Background: In many patients with sarcoidosis, the granulomas contain inclusion bodies within giant cells. Many giant cells contain crystalline oxalate that chemically coordinates iron on the surface of the crystal. If this iron is incompletely coordinated and capable of redox cycling, then oxalate might contribute to granuloma formation in the lung.
Methods: Using human tissues, isolated alveolar macrophages and respiratory epithelial cells, we measured the ability of calcium oxalate to sequester iron, stimulate cytokine release and cause granuloma formation.
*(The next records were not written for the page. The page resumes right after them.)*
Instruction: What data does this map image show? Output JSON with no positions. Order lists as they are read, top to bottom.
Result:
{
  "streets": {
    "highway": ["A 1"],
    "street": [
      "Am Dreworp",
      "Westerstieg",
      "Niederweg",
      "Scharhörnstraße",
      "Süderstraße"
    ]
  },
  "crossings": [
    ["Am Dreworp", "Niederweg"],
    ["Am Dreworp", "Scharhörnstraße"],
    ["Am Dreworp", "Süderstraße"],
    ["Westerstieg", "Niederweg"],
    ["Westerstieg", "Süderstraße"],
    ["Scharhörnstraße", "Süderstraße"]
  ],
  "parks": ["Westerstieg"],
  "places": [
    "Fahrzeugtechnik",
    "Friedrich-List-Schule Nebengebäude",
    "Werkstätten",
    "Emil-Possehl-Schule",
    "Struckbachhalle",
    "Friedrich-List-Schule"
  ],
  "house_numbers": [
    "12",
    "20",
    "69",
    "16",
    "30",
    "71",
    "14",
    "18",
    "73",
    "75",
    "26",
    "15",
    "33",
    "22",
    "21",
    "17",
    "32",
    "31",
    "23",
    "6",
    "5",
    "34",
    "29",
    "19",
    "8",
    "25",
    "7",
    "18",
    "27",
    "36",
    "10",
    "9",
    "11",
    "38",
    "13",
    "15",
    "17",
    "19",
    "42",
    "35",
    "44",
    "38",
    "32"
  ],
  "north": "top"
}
We then studied the effects of in vivo oxalate instillation on pulmonary granuloma formation over 3 to 6 months in rats.
Results: Calcium oxalate present in human sarcoid granulomas sequesters significant amounts of iron and ferritin. In alveolar macrophage cultures, oxalate accumulates iron and stimulates ferritin production and giant cell formation. In cultured respiratory epithelial cells, calcium oxalate increases the release of two interleukins (IL), IL-8 and IL-6, involved in granuloma formation by 8 to 10 fold within 24 hours. Intratracheal instillation of calcium oxalate crystals into the lungs of rats is associated with pulmonary iron and ferritin accumulation and organic carbonyl formation consistent with sustained oxidative stress. These exposures were accompanied by influx of alveolar macrophages, giant cell formation, and a granulomatous response in the lung.
Conclusions: These results support an association between calcium oxalate deposition in the lung, iron mediated oxidative stress and formation of some of the granulomas of sarcoidosis.